Further, many of us among the clergy of the Archdiocese of Canada remember well how the then-Chancellor was present at the trial of one of our brother priests in the Spiritual Court of another diocese to which he had been transferred. Perhaps improperly, but with genuine pastoral love, Fr. Kondratick intervened several times, entreating the accused simply to promise to be obedient to his Bishop (in a matter in which the Ruling Hierarch had every right to demand obedience). If the accused had done so, the charges against him would have been dropped. Only because he continued to refuse such obedience was he ultimately deposed. Fr. Kondratick understood clearly that the Scriptural object of that exercise was to gain his brother, not lop off his head.
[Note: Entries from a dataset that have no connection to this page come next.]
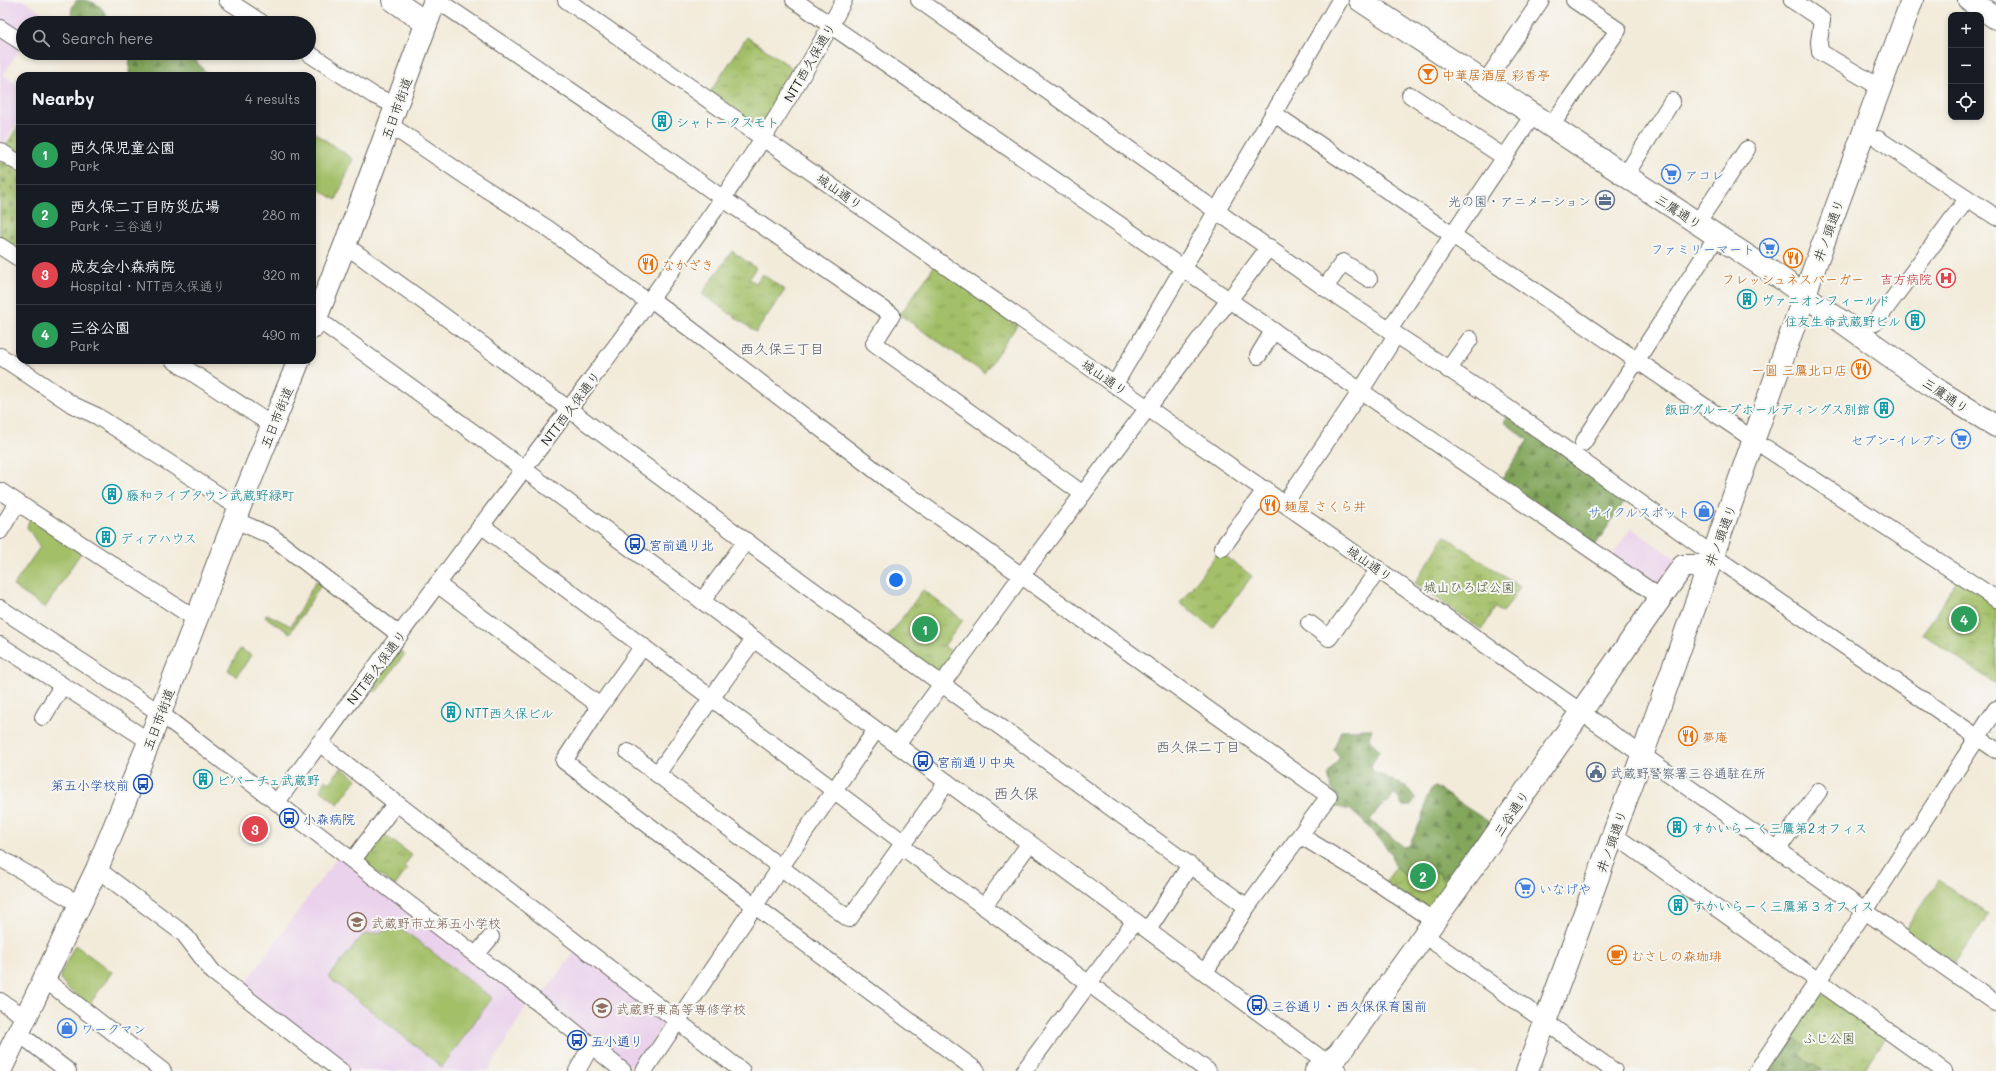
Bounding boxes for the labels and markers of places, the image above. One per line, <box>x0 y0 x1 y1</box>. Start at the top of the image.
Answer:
bar icon: 中華居酒屋 彩香亭 <box>1417 63 1439 85</box>
place label: 中華居酒屋 彩香亭 <box>1442 66 1550 83</box>
building icon: シャトークスモト <box>651 110 673 132</box>
place label: シャトークスモト <box>676 113 779 130</box>
supermarket icon: アコレ <box>1660 163 1682 185</box>
place label: アコレ <box>1685 166 1724 183</box>
office icon: 光の園・アニメーション <box>1594 189 1616 211</box>
place label: 光の園・アニメーション <box>1448 192 1591 209</box>
supermarket icon: ファミリーマート <box>1758 237 1780 259</box>
place label: ファミリーマート <box>1651 240 1755 257</box>
restaurant icon: フレッシュネスバーガー <box>1782 247 1804 269</box>
restaurant icon: なかざき <box>637 253 659 275</box>
place label: なかざき <box>662 256 714 273</box>
hospital icon: 吉方病院 <box>1935 267 1957 289</box>
place label: フレッシュネスバーガー <box>1722 270 1864 287</box>
place label: 吉方病院 <box>1880 270 1932 287</box>
building icon: ヴァニオンフィールド <box>1736 288 1758 310</box>
place label: ヴァニオンフィールド <box>1761 291 1890 308</box>
building icon: 住友生命武蔵野ビル <box>1904 309 1926 331</box>
place label: 住友生命武蔵野ビル <box>1784 312 1901 329</box>
restaurant icon: 一圓 三鷹北口店 <box>1850 358 1872 380</box>
place label: 一圓 三鷹北口店 <box>1752 361 1847 378</box>
building icon: 飯田グループホールディングス別館 <box>1873 397 1895 419</box>
place label: 飯田グループホールディングス別館 <box>1665 400 1870 417</box>
supermarket icon: セブン-イレブン <box>1950 428 1972 450</box>
place label: セブン-イレブン <box>1851 431 1947 448</box>
building icon: 藤和ライブタウン武蔵野緑町 <box>101 483 123 505</box>
place label: 藤和ライブタウン武蔵野緑町 <box>126 486 294 503</box>
restaurant icon: 麺屋 さくら井 <box>1259 494 1281 516</box>
place label: 麺屋 さくら井 <box>1284 497 1366 514</box>
shop icon: サイクルスポット <box>1693 500 1715 522</box>
place label: サイクルスポット <box>1588 503 1690 520</box>
building icon: ディアハウス <box>95 526 117 548</box>
place label: ディアハウス <box>120 529 197 546</box>
bus stop icon: 宮前通り北 <box>624 533 646 555</box>
place label: 宮前通り北 <box>649 536 714 553</box>
pin: 4 <box>1951 604 1977 634</box>
pin: 1 <box>912 614 938 644</box>
building icon: NTT西久保ビル <box>440 701 462 723</box>
place label: NTT西久保ビル <box>465 704 554 721</box>
restaurant icon: 夢庵 <box>1677 725 1699 747</box>
place label: 夢庵 <box>1702 728 1728 745</box>
bus stop icon: 宮前通り中央 <box>912 750 934 772</box>
place label: 宮前通り中央 <box>937 753 1015 770</box>
public building icon: 武蔵野警察署三谷通駐在所 <box>1585 761 1607 783</box>
place label: 武蔵野警察署三谷通駐在所 <box>1610 764 1766 781</box>
building icon: ビバーチェ武蔵野 <box>192 768 214 790</box>
place label: ビバーチェ武蔵野 <box>217 771 320 788</box>
bus stop icon: 第五小学校前 <box>132 773 154 795</box>
place label: 第五小学校前 <box>51 776 129 793</box>
bus stop icon: 小森病院 <box>278 807 300 829</box>
place label: 小森病院 <box>303 810 355 827</box>
pin: 3 <box>242 814 268 844</box>
building icon: すかいらーく三鷹第2オフィス <box>1666 816 1688 838</box>
place label: すかいらーく三鷹第2オフィス <box>1691 819 1867 836</box>
pin: 2 <box>1410 861 1436 891</box>
supermarket icon: いなげや <box>1514 877 1536 899</box>
place label: いなげや <box>1539 880 1591 897</box>
building icon: すかいらーく三鷹第３オフィス <box>1667 894 1689 916</box>
place label: すかいらーく三鷹第３オフィス <box>1692 897 1874 914</box>
school or university icon: 武蔵野市立第五小学校 <box>346 911 368 933</box>
place label: 武蔵野市立第五小学校 <box>371 914 501 931</box>
cafe icon: むさしの森珈琲 <box>1606 944 1628 966</box>
place label: むさしの森珈琲 <box>1631 947 1722 964</box>
bus stop icon: 三谷通り・西久保保育園前 <box>1246 994 1268 1016</box>
school or university icon: 武蔵野東高等専修学校 <box>591 997 613 1019</box>
place label: 三谷通り・西久保保育園前 <box>1271 997 1427 1014</box>
place label: 武蔵野東高等専修学校 <box>616 1000 746 1017</box>
shop icon: ワークマン <box>56 1017 78 1039</box>
place label: ワークマン <box>81 1020 146 1037</box>
bus stop icon: 五小通り <box>566 1029 588 1051</box>
place label: 五小通り <box>591 1032 643 1049</box>

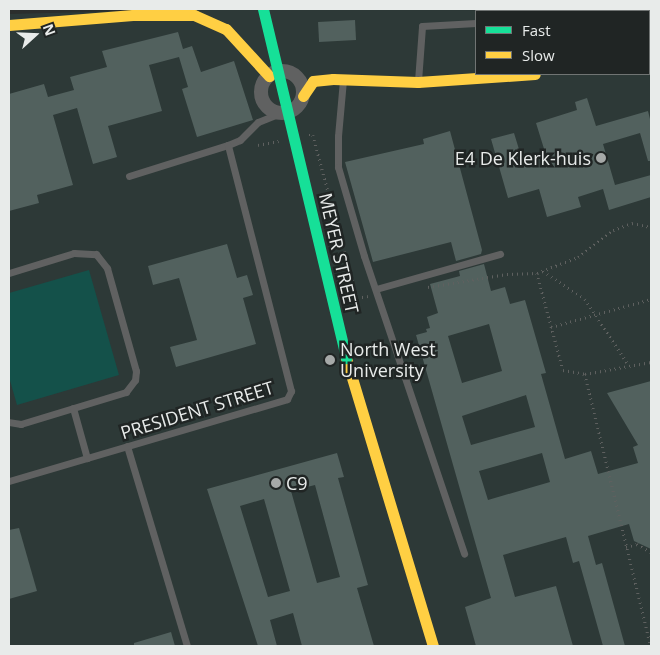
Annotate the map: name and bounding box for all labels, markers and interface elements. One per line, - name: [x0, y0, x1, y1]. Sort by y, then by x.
- north arrow: [10, 10, 60, 60]
- legend: [475, 10, 650, 75]
- text: Fast: [522, 20, 551, 40]
- text: N: [39, 21, 60, 38]
- text: Slow: [522, 45, 555, 65]
- place label: E4 De Klerk-huis: [455, 147, 591, 169]
- marker: E4 De Klerk-huis: [595, 152, 607, 164]
- street label: MEYER STREET: [315, 191, 363, 315]
- place label: North West University: [340, 339, 436, 382]
- marker: North West University: [324, 354, 336, 366]
- street label: PRESIDENT STREET: [118, 376, 276, 444]
- place label: C9: [286, 472, 308, 494]
- marker: C9: [270, 477, 282, 489]

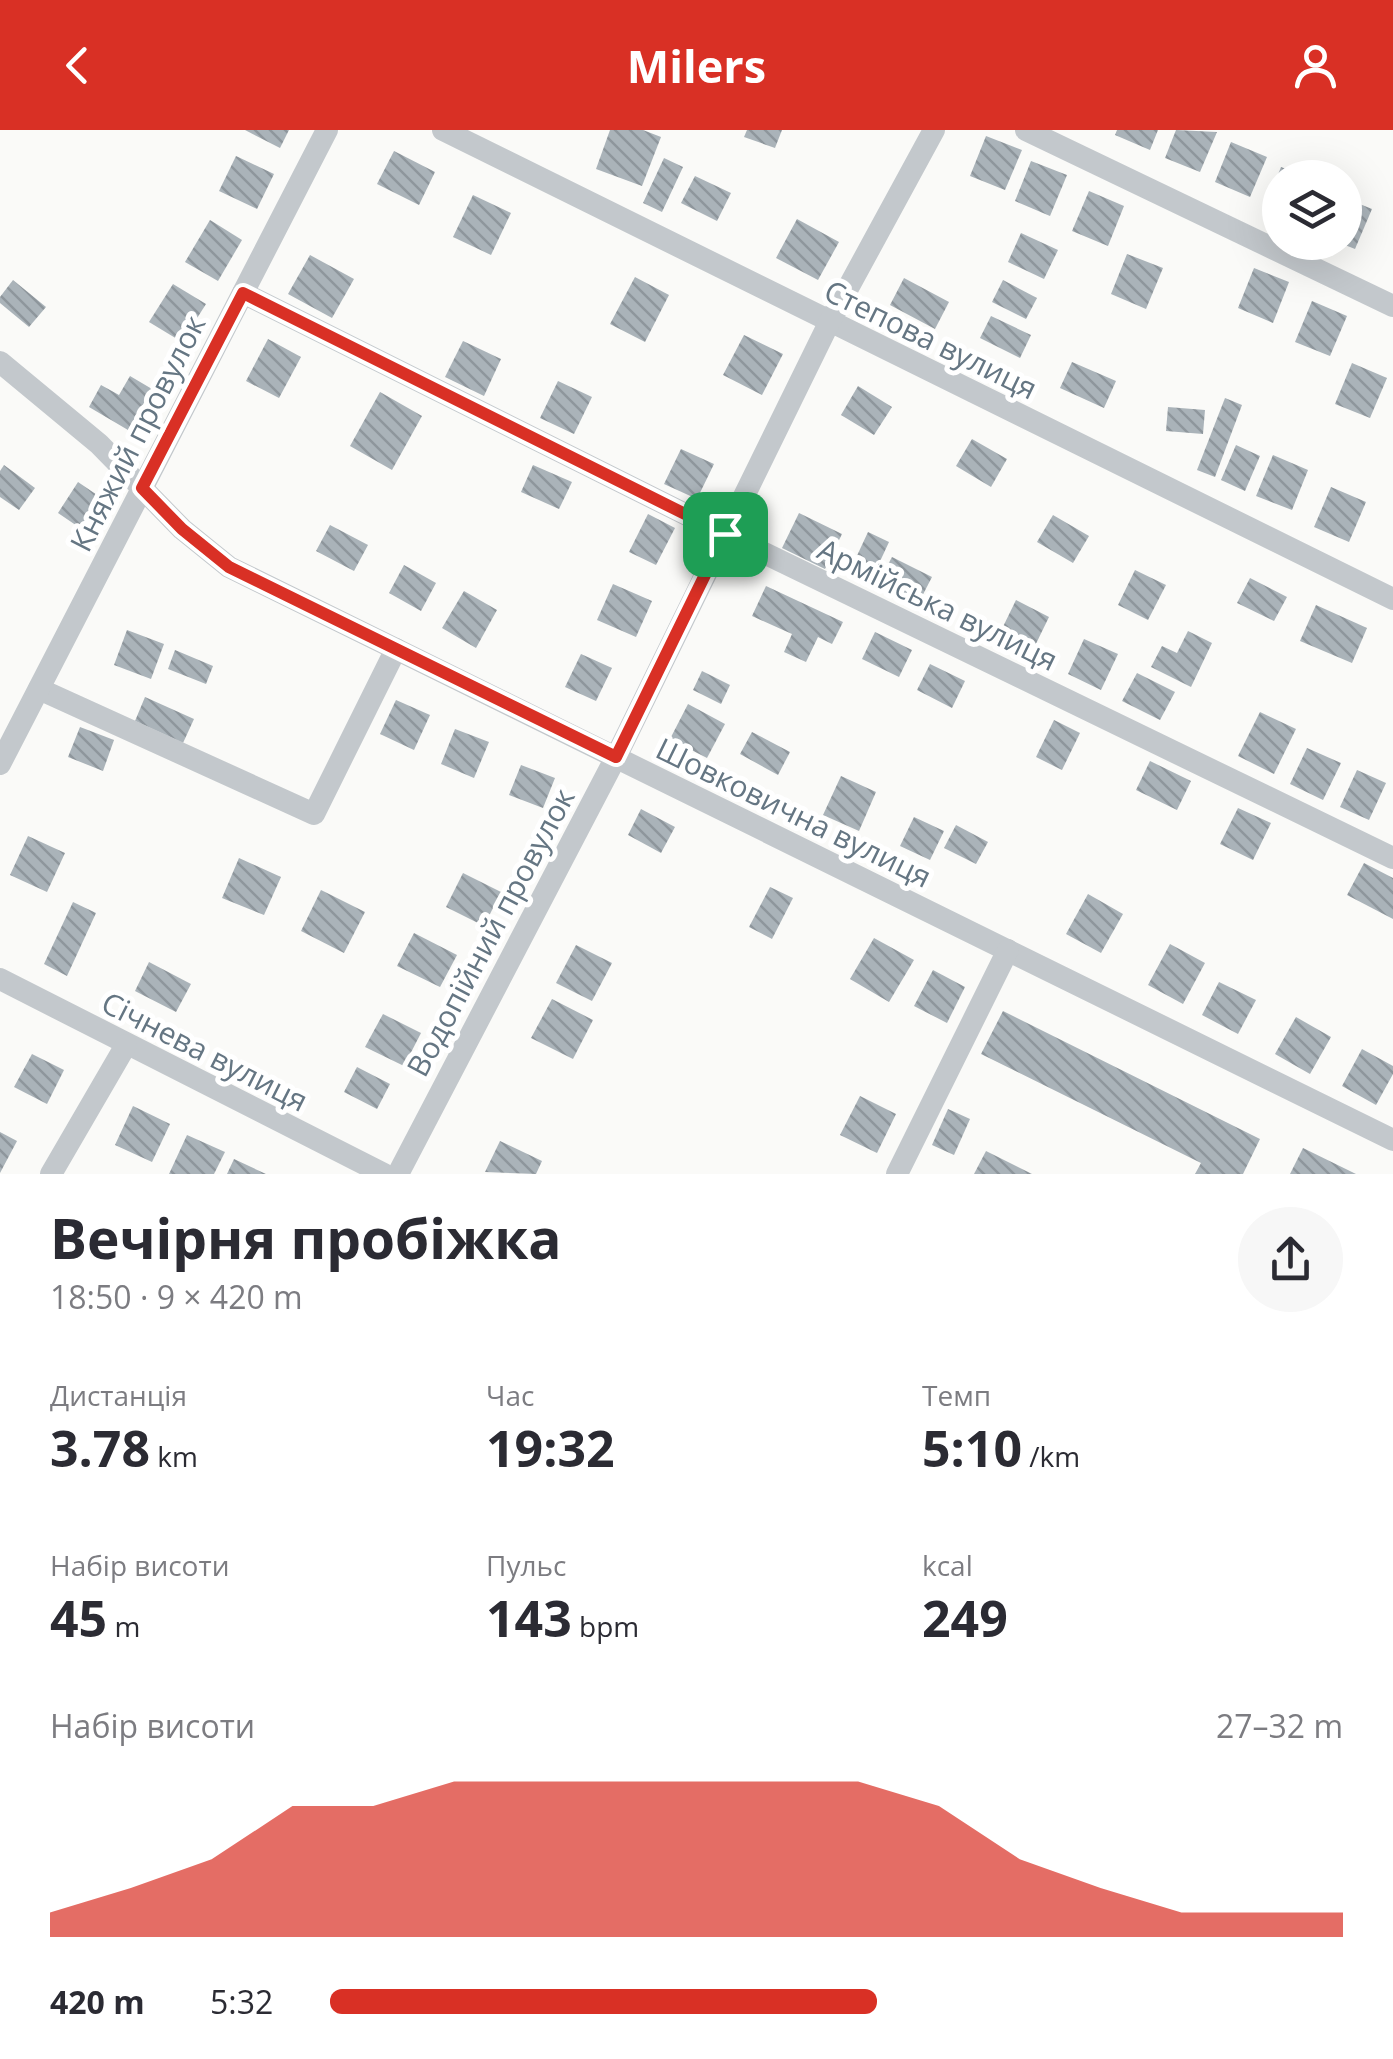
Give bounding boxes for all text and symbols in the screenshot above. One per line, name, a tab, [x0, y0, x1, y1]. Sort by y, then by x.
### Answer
text: Milers	[627, 35, 766, 96]
icon: back	[50, 38, 105, 93]
icon: person	[1288, 38, 1343, 93]
map controls	[1262, 160, 1362, 260]
button: layers	[1262, 160, 1362, 260]
street label: Степова вулиця	[818, 270, 1044, 408]
street label: Княжий провулок	[60, 307, 214, 558]
pin	[683, 492, 768, 577]
icon: arrive	[698, 507, 753, 562]
street label: Армійська вулиця	[811, 528, 1065, 680]
street label: Шовковична вулиця	[649, 727, 939, 897]
street label: Водопійний провулок	[397, 780, 584, 1083]
street label: Січнева вулиця	[95, 981, 315, 1121]
text: Вечірня пробіжка	[50, 1200, 561, 1275]
button: share	[1238, 1207, 1343, 1312]
text: 18:50 · 9 × 420 m	[50, 1275, 303, 1318]
text: Дистанція	[50, 1376, 187, 1414]
text: Час	[486, 1376, 534, 1414]
text: Темп	[922, 1376, 991, 1414]
text: 3.78	[50, 1414, 150, 1482]
text: 19:32	[486, 1414, 615, 1482]
text: 5:10	[922, 1414, 1022, 1482]
text: km	[150, 1437, 198, 1475]
text: /km	[1022, 1437, 1080, 1475]
text: Набір висоти	[50, 1546, 229, 1584]
text: Пульс	[486, 1546, 566, 1584]
text: kcal	[922, 1546, 973, 1584]
text: 45	[50, 1584, 107, 1652]
text: 143	[486, 1584, 572, 1652]
text: 249	[922, 1584, 1008, 1652]
text: m	[107, 1607, 140, 1645]
text: bpm	[572, 1607, 639, 1645]
text: Набір висоти	[50, 1704, 255, 1747]
text: 27–32 m	[1216, 1704, 1343, 1747]
text: 420 m	[50, 1980, 145, 2023]
text: 5:32	[210, 1980, 273, 2023]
Do we understand that in his case? Do we understand that to “love mercy” is not optional? Do we understand how chilling we should find the words of the Lord in Matthew 7:2, “For with what judgment you judge, you shall be judged; and with the measure you use, it will be measured back to you”? Even supposing (purely for the sake of argument in matters which demand real, concrete, substantial proof) that Fr. Kondratick were guilty of everything with which he is charged and of all our worst imaginings: what then? If anyone’s desire and goal is anything other than to gain a brother, that person does not love mercy and will receive none from the Lord.
Which leads us to the point that doing justly and loving mercy can occur only when we do “walk humbly” with our God. It is only when we are bluntly, brutally honest before God with ourselves about ourselves…and our own sins…and our own failings…and our own nasty little secrets we want to take to the grave with us…and our own mistakes and errors and dumb decisions…and our own stupidities…and our own pride and arrogance…and our own rationalisations of our sins and faults…and all the excuses for our bad behaviours and bad attitudes that we pull from our soul like Kleenex from a box: only then are our “righteous indignation” and demands for the punishment of that evil s.o.b. over there transformed into a hunger and thirst for true justice and a longing to exercise mercy. This does not preclude appropriate discipline; but the spirit in which that discipline is desired and deployed makes all the difference.
June 11 it begins. By what happens, by what all of us allow to happen, by what we want to happen, our moral integrity and our spiritual maturity will be tested yet so as by fire. What will the verdict be…on us?
Igumen Philip (Speranza) is a priest in the Archdiocese of Canada.